Mereka adalah Mohammed Salama, jurnalis foto untuk Al Jazeera, Mariam Abu Daqa, kontributor untuk The Independent Arabic dan Associated Press, dan Moaz Abu Taha, jurnalis lepas yang bekerja untuk jaringan NBC.
Empat nama baru, empat nyawa lagi yang diputus, empat suara yang seharusnya menjadi saksi, kini hanya tinggal arsip.
Ironinya, dunia internasional tetap saja mengeluarkan apa yang disebut aktivis Palestina sebagai verbal condemnation. Kutukan manis yang terdengar gagah di podium PBB tapi tak lebih berguna dari status panjang di Facebook.
Para pejabat tinggi, diplomat, hingga presiden negara besar tampil serius di depan kamera, mengerutkan dahi, mengucapkan “kami prihatin, kami mengecam.” Lalu selesai. Besoknya, rudal kembali meluncur, jurnalis kembali mati, dan pernyataan baru dicetak ulang dengan sedikit variasi kata sifat.
Saking seringnya, “verbal condemnation” kini sudah jadi semacam genre humor internasional. Bayangkan: setiap kali kantor berita di Gaza dibom, sebuah mesin global otomatis mengeluarkan kalimat template— “We strongly condemn this attack and call for restraint.” Sudah seperti notifikasi WhatsApp dari grup keluarga: muncul, dibaca, diabaikan.

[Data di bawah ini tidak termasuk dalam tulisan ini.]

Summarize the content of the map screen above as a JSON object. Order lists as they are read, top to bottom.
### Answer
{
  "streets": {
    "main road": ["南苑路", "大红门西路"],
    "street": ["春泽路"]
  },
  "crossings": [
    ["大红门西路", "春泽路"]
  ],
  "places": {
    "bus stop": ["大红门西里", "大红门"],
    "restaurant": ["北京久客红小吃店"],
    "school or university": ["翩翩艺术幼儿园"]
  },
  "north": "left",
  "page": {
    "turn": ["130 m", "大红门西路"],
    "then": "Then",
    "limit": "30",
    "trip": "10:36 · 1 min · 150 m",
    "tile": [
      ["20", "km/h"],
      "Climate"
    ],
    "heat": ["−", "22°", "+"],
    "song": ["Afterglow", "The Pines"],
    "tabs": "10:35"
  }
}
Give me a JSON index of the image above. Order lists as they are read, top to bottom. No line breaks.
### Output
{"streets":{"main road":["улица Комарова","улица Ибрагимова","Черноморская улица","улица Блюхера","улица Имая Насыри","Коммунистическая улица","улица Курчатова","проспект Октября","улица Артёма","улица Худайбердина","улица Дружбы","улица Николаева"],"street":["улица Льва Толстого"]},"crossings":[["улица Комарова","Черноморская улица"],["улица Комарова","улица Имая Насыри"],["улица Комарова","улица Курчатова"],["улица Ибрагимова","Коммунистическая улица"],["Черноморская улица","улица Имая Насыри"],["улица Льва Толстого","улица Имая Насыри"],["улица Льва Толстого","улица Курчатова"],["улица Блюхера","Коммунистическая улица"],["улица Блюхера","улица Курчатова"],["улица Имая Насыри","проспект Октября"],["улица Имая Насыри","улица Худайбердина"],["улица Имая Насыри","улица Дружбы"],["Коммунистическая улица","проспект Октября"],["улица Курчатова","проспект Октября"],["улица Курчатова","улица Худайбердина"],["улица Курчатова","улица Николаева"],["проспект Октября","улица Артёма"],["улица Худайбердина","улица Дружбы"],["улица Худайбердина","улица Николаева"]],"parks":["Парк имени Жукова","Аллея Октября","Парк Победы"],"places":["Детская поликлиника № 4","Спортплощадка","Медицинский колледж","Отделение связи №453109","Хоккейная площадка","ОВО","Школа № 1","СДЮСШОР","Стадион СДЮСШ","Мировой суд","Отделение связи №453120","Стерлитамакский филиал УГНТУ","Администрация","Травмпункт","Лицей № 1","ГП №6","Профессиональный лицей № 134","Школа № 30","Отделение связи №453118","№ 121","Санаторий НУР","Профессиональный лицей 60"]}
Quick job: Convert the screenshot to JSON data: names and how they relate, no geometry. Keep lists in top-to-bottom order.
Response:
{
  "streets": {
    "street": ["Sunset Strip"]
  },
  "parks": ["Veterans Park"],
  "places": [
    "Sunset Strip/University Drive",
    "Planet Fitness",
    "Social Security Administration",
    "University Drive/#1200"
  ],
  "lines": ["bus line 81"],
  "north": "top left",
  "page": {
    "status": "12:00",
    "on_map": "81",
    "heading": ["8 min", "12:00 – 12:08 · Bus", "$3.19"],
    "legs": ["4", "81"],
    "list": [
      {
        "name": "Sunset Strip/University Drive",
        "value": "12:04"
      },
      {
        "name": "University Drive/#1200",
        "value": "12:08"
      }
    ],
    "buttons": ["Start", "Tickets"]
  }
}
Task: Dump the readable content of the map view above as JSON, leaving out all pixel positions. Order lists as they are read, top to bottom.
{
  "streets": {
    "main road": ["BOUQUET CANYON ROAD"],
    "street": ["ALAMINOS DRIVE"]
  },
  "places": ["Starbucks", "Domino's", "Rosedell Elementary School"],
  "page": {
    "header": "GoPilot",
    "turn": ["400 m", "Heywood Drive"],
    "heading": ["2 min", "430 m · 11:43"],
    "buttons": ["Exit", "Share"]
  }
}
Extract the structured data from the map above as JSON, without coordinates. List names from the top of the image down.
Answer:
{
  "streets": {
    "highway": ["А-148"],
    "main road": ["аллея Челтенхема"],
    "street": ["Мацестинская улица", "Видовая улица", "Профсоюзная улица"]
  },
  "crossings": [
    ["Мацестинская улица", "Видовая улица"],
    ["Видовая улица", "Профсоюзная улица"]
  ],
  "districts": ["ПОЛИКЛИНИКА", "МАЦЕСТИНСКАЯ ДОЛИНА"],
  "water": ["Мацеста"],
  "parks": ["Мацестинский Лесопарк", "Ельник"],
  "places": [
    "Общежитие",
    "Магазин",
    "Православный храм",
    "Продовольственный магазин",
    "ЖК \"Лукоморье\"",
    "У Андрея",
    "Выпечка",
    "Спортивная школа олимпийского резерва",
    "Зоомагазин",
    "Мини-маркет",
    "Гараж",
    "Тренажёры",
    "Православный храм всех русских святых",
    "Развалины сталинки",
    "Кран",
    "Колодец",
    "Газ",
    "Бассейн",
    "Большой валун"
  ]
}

Baca juga: Catatan Cak AT: Rukun Digital Umrah-Haji
Lalu muncul pertanyaan yang lebih pahit: kalau dunia hanya bisa mengutuk, siapa yang akan melindungi para jurnalis di Gaza? Mereka yang berlari sambil memegang kamera, menulis berita dengan lampu seadanya, menyiarkan kebenaran meski tahu nyawanya bisa diputus kapan saja.
Jawabannya datang dalam bentuk ide-ide. Ada yang serius, ada yang gila, ada yang satir, ada pula yang terdengar seperti sketsa komedi politik. Tapi seperti kata pepatah lama: ketika kenyataan sudah absurd, maka hanya ide-ide absurd yang bisa terdengar masuk akal.
Maka mari kita berkenalan dengan parade gagasan ini —sebuah katalog tragis, yang lahir dari para jurnalis, aktivis, pengacara, dan sejarawan yang bosan dengan kutukan tanpa gigi. Wawancara dilakukan oleh tim Columbia Journalism Review serta Simon and June Li Center for Global Journalism.
Baca juga: Menyelamatkan Nyawa Anak Usia 7 Tahun dari Arab Saudi Lewat Transplantasi Jantung Lintas Negara
Dari Ruang Redaksi yang Runtuh: Youmna ElSayed
Kita mulai dengan Youmna ElSayed, koresponden Al Jazeera asal Gaza yang kini terpaksa pindah ke Kairo. Ia kehilangan rekan kerja, melihat kantornya hancur, dan tetap harus menyalakan kamera setiap hari.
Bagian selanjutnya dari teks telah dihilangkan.